All adventurous Girls do: New season premieres on YouTube


Courtesy of HBO

Editor's Note: This article also appears in the online student publication The Airspace.

HBO’s hit series Girls returned for a third season of the funniest, most confused young women on television Sunday night with two back-to-back episodes, after months of hyping up the new season with Vines, Snapchats, and GIFs of the Girls cast. Earlier that night at the Golden Globes, Girls was passed up for both of its nominations, best comedy series and best actress in a TV comedy (Lena Dunham), both of which it won at 2013’s awards.

Having an HBO contract gives Dunham and producer Judd Apatow a level of artistic freedom and variety that has increased with each season.

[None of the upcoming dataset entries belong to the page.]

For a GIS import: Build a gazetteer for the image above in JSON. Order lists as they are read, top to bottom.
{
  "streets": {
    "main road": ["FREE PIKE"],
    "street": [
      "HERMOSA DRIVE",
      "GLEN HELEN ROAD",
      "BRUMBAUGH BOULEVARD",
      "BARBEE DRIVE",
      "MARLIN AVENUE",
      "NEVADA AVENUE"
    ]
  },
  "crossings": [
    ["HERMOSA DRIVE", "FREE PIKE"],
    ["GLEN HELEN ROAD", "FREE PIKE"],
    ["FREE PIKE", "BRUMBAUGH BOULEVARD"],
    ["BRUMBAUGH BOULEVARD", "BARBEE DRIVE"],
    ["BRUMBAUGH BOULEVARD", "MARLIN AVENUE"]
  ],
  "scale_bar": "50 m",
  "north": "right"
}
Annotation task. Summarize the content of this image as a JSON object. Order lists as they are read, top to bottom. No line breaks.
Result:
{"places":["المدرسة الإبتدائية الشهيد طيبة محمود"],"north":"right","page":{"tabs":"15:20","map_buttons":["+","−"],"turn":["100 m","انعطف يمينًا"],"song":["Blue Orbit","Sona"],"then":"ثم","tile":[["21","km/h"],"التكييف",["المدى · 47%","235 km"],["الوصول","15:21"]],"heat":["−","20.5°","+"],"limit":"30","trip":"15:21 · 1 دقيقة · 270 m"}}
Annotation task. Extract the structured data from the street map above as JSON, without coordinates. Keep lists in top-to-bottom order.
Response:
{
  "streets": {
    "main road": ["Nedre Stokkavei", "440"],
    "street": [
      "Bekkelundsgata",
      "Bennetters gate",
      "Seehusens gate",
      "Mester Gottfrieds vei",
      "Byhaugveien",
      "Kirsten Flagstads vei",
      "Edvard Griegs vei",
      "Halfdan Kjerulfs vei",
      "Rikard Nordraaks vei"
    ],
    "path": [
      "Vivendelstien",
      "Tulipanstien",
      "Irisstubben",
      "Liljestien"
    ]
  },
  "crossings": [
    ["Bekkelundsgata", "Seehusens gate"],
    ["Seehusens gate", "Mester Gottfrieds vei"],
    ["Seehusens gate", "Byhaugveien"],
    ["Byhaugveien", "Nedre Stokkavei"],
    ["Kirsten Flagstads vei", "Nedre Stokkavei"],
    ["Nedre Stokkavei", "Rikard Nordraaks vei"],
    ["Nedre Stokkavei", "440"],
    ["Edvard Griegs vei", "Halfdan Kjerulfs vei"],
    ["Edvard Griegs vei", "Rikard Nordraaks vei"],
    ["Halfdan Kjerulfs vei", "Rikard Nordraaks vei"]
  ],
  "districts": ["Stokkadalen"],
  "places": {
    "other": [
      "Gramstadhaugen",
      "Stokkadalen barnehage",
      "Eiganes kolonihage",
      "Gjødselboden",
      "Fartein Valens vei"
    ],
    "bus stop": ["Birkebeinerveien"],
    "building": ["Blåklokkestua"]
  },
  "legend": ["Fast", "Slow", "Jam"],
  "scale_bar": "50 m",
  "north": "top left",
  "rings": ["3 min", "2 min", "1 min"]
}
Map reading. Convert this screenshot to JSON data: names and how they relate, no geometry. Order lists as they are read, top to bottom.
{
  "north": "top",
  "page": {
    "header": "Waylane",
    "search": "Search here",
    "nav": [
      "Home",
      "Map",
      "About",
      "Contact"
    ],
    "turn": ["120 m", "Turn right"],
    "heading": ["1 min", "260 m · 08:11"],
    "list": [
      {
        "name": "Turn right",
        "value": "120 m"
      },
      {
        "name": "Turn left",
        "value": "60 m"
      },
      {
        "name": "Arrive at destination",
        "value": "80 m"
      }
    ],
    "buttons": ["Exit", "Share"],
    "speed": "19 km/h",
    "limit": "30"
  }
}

Season one played it relatively safe: Almost all the episodes gave each of the girls equal attention, and Dunham’s focus was on character development. Season two broke radically with this model, giving us, for example, “One Man’s Trash,” in which Dunham spends the entire episode on a fantasy fling inside an older man’s brownstone. While many critics labeled such episodes self-indulgent navel-gazing, they’re also where Dunham came into her own as a writer and actress, and began taking creative risks—ones that undoubtedly worked.

In its first two episodes, season three recalls both earlier seasons. The first episode is called “Females Only,” so named after a sign the rabble-rousing Jessa has to wear in rehab, where she flew off to from her father’s house after abandoning Hannah in season two. In this episode we catch up on each of the girls’ work and romantic lives. While Hannah ended season two in tears, having punctured both her eardrums and cut off all her hair, she’s now happily back with Adam and diligently working on her e-book. “My only limitation is my own mind. Like, I hold the keys to the prison that is my mind,” she relays to her shrink. Hannah has her shit together for once, but don’t think she’s on track to trade places with Marnie; knowing Hannah, this doesn’t mean that she won’t continue to mess up and learn from everyone else’s unpleasant experiences, which she has the burden of collecting as a writer.

Season three opens with a shot of Hannah in bed, panning up from her feet to her head, to see that she’s now sleeping next to Adam; it was a shot of Marnie in Adam’s spot that opened season one, and Elijah in season two. If we read these scenes as markers of Hannah’s development, she’s moved from depending on her best friend from college, to relying on her high school boyfriend when that didn’t work out, to finally achieving some independence with Adam. Together with Adam, Hannah is growing up. “It’s really liberating to say ‘no’ to shit you hate,” she proclaims to Adam.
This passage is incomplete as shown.